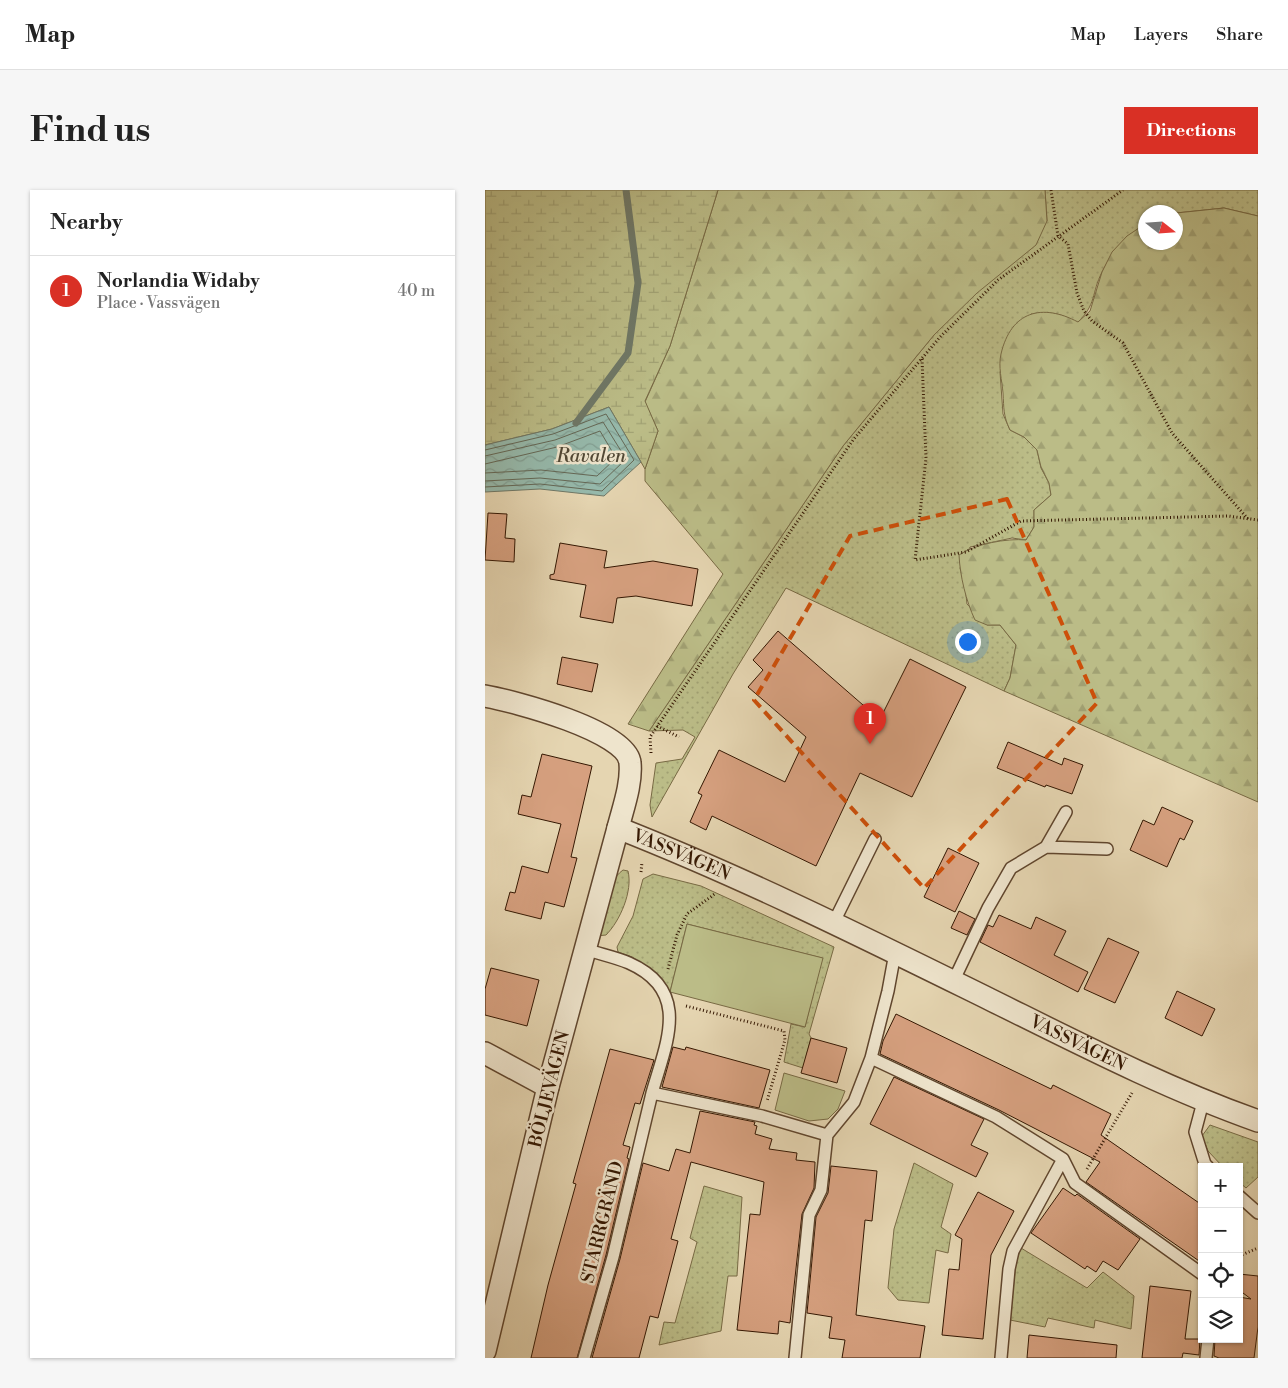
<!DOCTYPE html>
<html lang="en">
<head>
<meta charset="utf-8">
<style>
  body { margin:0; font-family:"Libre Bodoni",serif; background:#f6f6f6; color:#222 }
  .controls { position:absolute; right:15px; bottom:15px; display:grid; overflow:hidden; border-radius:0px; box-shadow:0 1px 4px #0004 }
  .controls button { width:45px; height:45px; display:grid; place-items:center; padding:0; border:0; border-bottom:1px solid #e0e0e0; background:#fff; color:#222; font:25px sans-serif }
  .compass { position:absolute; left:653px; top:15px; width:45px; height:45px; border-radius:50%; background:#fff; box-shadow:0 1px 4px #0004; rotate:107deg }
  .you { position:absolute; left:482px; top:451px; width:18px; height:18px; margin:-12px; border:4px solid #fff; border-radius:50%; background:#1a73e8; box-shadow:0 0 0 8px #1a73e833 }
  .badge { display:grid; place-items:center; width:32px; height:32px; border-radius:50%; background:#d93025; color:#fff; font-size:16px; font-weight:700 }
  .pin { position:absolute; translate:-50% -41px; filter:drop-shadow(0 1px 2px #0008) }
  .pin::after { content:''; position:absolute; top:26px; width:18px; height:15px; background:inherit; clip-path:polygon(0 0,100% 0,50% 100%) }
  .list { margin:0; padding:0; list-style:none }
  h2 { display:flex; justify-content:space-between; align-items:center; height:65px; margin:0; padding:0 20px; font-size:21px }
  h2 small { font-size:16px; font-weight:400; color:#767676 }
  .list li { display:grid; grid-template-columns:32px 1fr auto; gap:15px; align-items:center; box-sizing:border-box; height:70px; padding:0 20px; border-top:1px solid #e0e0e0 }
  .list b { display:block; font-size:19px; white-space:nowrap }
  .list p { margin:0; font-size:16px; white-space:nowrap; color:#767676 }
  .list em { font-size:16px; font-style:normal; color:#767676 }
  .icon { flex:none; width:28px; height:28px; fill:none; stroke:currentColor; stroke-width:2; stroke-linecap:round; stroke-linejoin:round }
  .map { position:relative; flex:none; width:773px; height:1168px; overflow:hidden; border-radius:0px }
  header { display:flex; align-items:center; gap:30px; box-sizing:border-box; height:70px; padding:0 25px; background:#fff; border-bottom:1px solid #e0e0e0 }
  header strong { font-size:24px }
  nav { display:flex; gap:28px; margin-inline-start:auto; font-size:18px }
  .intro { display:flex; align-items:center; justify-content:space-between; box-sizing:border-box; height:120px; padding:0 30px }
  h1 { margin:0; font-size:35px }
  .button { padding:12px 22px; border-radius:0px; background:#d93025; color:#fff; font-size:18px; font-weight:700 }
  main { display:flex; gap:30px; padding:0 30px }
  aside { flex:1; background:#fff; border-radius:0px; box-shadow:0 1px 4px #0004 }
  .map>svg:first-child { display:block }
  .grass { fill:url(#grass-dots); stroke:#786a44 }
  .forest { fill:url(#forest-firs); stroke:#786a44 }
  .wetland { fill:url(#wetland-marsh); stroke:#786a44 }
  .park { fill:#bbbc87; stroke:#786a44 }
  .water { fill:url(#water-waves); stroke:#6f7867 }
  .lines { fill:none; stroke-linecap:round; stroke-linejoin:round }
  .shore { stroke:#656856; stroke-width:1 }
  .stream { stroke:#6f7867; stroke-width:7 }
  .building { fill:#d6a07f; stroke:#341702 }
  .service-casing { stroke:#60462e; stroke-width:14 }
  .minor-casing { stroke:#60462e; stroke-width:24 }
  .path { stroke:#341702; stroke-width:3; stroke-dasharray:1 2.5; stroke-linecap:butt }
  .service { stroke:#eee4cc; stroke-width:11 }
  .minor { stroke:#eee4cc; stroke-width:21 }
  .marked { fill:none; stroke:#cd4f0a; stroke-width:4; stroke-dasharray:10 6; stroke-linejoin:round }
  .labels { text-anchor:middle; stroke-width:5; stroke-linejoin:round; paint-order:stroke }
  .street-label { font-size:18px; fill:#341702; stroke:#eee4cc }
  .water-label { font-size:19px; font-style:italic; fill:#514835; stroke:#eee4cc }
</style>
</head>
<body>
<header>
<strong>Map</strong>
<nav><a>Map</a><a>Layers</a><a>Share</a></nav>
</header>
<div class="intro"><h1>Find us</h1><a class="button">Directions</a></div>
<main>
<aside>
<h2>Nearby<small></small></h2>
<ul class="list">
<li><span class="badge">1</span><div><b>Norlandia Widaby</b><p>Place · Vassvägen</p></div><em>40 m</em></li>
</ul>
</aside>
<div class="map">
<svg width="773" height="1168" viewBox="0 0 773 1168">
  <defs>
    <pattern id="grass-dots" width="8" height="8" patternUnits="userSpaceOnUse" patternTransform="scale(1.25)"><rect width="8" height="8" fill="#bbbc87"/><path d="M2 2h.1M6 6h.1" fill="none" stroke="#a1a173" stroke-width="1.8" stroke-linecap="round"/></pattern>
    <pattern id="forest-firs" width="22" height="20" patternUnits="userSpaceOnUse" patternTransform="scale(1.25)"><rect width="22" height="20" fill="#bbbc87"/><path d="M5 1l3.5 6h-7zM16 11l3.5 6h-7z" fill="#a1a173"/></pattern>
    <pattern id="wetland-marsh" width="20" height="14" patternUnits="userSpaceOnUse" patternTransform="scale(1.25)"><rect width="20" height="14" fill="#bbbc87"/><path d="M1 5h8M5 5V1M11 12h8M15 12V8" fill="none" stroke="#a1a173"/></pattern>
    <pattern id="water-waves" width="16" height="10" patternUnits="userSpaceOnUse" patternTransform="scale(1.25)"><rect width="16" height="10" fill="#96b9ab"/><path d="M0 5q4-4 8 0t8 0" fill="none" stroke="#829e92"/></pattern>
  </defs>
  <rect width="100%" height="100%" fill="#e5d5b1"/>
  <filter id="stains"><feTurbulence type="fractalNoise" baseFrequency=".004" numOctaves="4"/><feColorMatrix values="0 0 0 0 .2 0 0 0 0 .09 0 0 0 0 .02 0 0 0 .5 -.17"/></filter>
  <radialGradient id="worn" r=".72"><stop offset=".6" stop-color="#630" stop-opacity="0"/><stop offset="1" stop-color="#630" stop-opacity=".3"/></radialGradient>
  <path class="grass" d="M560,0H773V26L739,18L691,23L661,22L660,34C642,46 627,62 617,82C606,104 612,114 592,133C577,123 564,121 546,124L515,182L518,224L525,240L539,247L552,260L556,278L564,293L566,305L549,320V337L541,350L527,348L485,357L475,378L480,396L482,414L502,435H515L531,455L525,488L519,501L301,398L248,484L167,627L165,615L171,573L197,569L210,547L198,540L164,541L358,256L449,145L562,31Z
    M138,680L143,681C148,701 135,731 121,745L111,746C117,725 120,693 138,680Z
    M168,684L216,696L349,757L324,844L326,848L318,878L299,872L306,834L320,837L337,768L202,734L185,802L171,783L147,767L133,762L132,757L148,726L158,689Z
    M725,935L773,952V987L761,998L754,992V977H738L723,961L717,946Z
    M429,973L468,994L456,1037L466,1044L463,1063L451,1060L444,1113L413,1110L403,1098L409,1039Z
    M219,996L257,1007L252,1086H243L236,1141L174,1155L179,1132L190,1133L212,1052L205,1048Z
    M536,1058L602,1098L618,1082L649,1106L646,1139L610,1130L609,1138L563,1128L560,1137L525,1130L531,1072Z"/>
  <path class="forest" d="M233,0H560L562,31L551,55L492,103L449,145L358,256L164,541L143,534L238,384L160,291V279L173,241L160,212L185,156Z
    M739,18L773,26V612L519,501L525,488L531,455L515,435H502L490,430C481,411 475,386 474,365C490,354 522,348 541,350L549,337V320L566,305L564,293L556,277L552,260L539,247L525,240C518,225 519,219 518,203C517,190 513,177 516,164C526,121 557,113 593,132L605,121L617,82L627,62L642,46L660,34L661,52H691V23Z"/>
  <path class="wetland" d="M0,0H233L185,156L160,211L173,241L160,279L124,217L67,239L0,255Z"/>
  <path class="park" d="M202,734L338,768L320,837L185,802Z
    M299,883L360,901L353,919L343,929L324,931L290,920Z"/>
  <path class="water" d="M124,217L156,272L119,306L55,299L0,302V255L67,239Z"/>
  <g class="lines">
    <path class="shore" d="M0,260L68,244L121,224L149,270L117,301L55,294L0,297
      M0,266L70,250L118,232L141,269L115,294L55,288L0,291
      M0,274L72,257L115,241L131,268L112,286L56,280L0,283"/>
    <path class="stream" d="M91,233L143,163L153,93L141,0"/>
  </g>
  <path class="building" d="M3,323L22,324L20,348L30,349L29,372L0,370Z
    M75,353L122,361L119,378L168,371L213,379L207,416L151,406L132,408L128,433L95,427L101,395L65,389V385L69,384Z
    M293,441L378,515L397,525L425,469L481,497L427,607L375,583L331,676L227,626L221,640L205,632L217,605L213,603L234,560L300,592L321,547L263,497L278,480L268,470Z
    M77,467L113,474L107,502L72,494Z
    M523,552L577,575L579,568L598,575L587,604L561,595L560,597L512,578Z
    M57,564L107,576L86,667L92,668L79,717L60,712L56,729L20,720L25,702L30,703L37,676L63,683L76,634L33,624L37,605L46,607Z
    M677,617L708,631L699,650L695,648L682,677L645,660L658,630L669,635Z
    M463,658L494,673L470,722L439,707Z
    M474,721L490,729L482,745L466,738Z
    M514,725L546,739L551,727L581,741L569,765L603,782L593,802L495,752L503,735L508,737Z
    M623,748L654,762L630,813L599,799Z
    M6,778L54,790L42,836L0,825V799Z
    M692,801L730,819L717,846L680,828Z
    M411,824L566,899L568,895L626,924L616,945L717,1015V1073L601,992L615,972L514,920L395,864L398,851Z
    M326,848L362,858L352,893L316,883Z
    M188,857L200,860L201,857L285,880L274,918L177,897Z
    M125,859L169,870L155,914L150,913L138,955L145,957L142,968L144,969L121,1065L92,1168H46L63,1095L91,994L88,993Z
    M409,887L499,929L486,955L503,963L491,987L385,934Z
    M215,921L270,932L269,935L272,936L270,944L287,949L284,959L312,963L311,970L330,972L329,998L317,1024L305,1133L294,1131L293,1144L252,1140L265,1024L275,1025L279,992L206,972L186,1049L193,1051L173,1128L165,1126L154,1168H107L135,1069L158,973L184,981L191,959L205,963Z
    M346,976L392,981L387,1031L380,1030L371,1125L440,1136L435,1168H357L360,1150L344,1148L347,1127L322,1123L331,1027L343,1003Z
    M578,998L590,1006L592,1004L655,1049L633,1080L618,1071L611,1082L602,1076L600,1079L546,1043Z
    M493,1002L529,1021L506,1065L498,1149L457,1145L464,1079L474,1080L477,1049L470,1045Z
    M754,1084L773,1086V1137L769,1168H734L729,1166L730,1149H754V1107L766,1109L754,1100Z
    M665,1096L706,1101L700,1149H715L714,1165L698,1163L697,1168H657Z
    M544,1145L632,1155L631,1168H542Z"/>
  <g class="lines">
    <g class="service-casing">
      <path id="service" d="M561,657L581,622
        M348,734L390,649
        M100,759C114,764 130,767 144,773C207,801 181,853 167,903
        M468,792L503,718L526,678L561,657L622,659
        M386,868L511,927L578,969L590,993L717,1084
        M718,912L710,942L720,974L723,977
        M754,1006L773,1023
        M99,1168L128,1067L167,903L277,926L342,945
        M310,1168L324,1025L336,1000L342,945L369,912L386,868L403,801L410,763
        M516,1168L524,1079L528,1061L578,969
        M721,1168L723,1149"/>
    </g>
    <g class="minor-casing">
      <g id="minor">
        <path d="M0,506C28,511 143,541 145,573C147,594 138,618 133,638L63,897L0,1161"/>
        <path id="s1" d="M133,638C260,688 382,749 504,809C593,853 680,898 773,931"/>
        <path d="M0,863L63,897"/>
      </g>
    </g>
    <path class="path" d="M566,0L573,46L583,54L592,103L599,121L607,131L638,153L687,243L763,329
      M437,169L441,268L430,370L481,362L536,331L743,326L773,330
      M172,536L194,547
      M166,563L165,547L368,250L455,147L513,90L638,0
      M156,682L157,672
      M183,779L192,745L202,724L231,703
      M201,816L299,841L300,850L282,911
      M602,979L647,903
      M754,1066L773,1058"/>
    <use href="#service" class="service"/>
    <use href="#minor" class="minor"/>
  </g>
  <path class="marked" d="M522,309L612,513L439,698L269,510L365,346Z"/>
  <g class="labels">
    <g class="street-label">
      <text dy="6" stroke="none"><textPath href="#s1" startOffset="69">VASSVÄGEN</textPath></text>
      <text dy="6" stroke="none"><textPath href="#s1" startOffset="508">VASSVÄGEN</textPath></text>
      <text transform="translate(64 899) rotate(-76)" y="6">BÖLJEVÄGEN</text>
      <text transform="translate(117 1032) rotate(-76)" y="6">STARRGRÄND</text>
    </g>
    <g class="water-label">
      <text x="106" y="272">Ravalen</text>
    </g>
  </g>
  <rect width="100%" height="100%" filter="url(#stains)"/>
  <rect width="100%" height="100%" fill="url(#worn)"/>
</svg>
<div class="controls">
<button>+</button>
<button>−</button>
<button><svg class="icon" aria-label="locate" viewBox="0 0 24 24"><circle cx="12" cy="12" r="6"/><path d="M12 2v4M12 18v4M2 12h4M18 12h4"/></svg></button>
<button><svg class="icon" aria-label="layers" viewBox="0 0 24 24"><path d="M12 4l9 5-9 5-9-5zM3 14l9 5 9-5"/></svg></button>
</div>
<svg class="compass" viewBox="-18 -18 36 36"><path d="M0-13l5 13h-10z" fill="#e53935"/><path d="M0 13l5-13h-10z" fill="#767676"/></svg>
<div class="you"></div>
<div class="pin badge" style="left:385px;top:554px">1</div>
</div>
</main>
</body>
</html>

——————————

◆ EXERCISE BRIEF
Please, from the material above, copy only the lines from the line with "position:relative; flex:none; width:773px;" up to and including the line with "flex:1; background:#fff; border-radius:0px;", exactly as written.

◆ TASK OUTPUT
  .map { position:relative; flex:none; width:773px; height:1168px; overflow:hidden; border-radius:0px }
  header { display:flex; align-items:center; gap:30px; box-sizing:border-box; height:70px; padding:0 25px; background:#fff; border-bottom:1px solid #e0e0e0 }
  header strong { font-size:24px }
  nav { display:flex; gap:28px; margin-inline-start:auto; font-size:18px }
  .intro { display:flex; align-items:center; justify-content:space-between; box-sizing:border-box; height:120px; padding:0 30px }
  h1 { margin:0; font-size:35px }
  .button { padding:12px 22px; border-radius:0px; background:#d93025; color:#fff; font-size:18px; font-weight:700 }
  main { display:flex; gap:30px; padding:0 30px }
  aside { flex:1; background:#fff; border-radius:0px; box-shadow:0 1px 4px #0004 }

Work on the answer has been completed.